From: Andy Lutomirski <luto@mit.edu>
To: bert hubert <bert.hubert@netherlabs.nl>
Cc: linux-kernel@vger.kernel.org, davidel@xmailserver.org
Subject: Re: epoll clarification sought: multithreaded epoll_wait for UDP sockets?
Date: Thu, 04 Mar 2010 08:12:09 -0500 [thread overview]
Message-ID: <4B8FB1A9.8030407@mit.edu> (raw)
In-Reply-To: <20100303212942.GB24601@xs.powerdns.com>
bert hubert wrote:
> Dear kernel people, dear Davide,
>
> I am currently debugging performance issues in the PowerDNS Recursor, and it
> turns out I have been using epoll_wait() sub-optimally. And I need your help
> to improve this. I'm more than happy to update the epoll_wait() manpage to
> reflect your advice.
>
> Essentially, what I would like to have is a way to distribute incoming UDP DNS
> queries to various threads automatically. Right now, there is one
> fd that multiple threads wait on, using epoll() or select() and subsequently
> recvfrom(). Crucially, each thread has its own epoll fd set (which is
> wrong).
>
> The hope is that each thread hogs a single CPU, and that UDP DNS queries
> coming in arrive at a single thread that is currently in epoll_wait(), ie
> not doing other things.
>
> As indicated by the manpage of epoll however, my setup means that threads
> get woken up unnecessarily when a new packet comes in. This results in lots
> of recvfrom() calls returning EAGAIN (basically on most of the other
> threads).
>
> (this can be observed in
> http://svn.powerdns.com/snapshots/rc2/pdns-recursor-3.2-rc2.tar.bz2 )
>
> The alternative appears to be to create a single epoll set, and have all
> threads call epoll_wait on that same set.
>
> The epoll() manpage however is silent on what this will do exactly, although
> several LKML posts indicate that this might cause 'thundering herd'
> problems.
>
> My question is: what is your recommendation for achieving the scenario
> outlined above? In other words, that is the 'best current practice' on
> modern Linux kernels to get each packet to arrive at a single thread?
>
> Epoll offers 'edge triggered' behaviour, would this make sense? Would it be
> smart to cal epoll_wait with only a single event to be returned to prevent
> starvation? Might it be useful to dup() the single fd, once for each thread?
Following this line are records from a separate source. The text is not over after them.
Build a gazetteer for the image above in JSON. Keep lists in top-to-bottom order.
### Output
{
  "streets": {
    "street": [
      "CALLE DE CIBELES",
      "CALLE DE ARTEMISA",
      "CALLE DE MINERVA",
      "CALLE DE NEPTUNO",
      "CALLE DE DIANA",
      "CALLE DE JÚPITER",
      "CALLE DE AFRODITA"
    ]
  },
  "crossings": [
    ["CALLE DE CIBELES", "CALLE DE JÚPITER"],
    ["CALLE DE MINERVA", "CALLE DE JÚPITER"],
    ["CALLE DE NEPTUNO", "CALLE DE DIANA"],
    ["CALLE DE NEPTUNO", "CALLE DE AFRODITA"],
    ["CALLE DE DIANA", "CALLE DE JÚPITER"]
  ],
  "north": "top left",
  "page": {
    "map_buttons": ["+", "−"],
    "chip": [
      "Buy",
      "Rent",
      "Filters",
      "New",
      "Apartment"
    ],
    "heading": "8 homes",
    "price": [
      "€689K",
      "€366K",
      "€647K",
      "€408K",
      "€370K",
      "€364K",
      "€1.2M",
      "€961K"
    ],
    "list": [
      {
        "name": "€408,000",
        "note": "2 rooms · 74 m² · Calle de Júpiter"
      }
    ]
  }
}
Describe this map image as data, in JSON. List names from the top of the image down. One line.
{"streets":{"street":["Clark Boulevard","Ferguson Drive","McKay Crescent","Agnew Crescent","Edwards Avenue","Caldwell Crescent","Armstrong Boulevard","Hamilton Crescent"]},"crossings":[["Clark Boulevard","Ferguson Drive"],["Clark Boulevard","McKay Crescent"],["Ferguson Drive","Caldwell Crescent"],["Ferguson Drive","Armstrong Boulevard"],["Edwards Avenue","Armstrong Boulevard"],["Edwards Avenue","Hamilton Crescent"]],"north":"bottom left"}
> I also tried SO_REUSEADDR, so I could bind() multiple times to the same IP
> address & port, but this does not distribute incoming queries.
EPOLLET sounds like the right approach. But if you don't want to drain
the entire buffer in one thread and you use EPOLLET, you'll have to
manually wake another thread. You could use eventfd for that, or maybe
add a syscall to inject a new edge on a file descriptor. Good luck.
(FWIW, a couple days ago I got one machine handling over 9 GBps of
incoming UDP packets on a single core without drops. It's a hefty
machine, and I was using jumbo frames, but still.)
--Andy
next prev parent reply other threads:[~2010-03-04 13:19 UTC|newest]
Thread overview: 3+ messages / expand[flat|nested] mbox.gz Atom feed top
2010-03-03 21:29 epoll clarification sought: multithreaded epoll_wait for UDP sockets? bert hubert
2010-03-04 13:12 ` Andy Lutomirski [this message]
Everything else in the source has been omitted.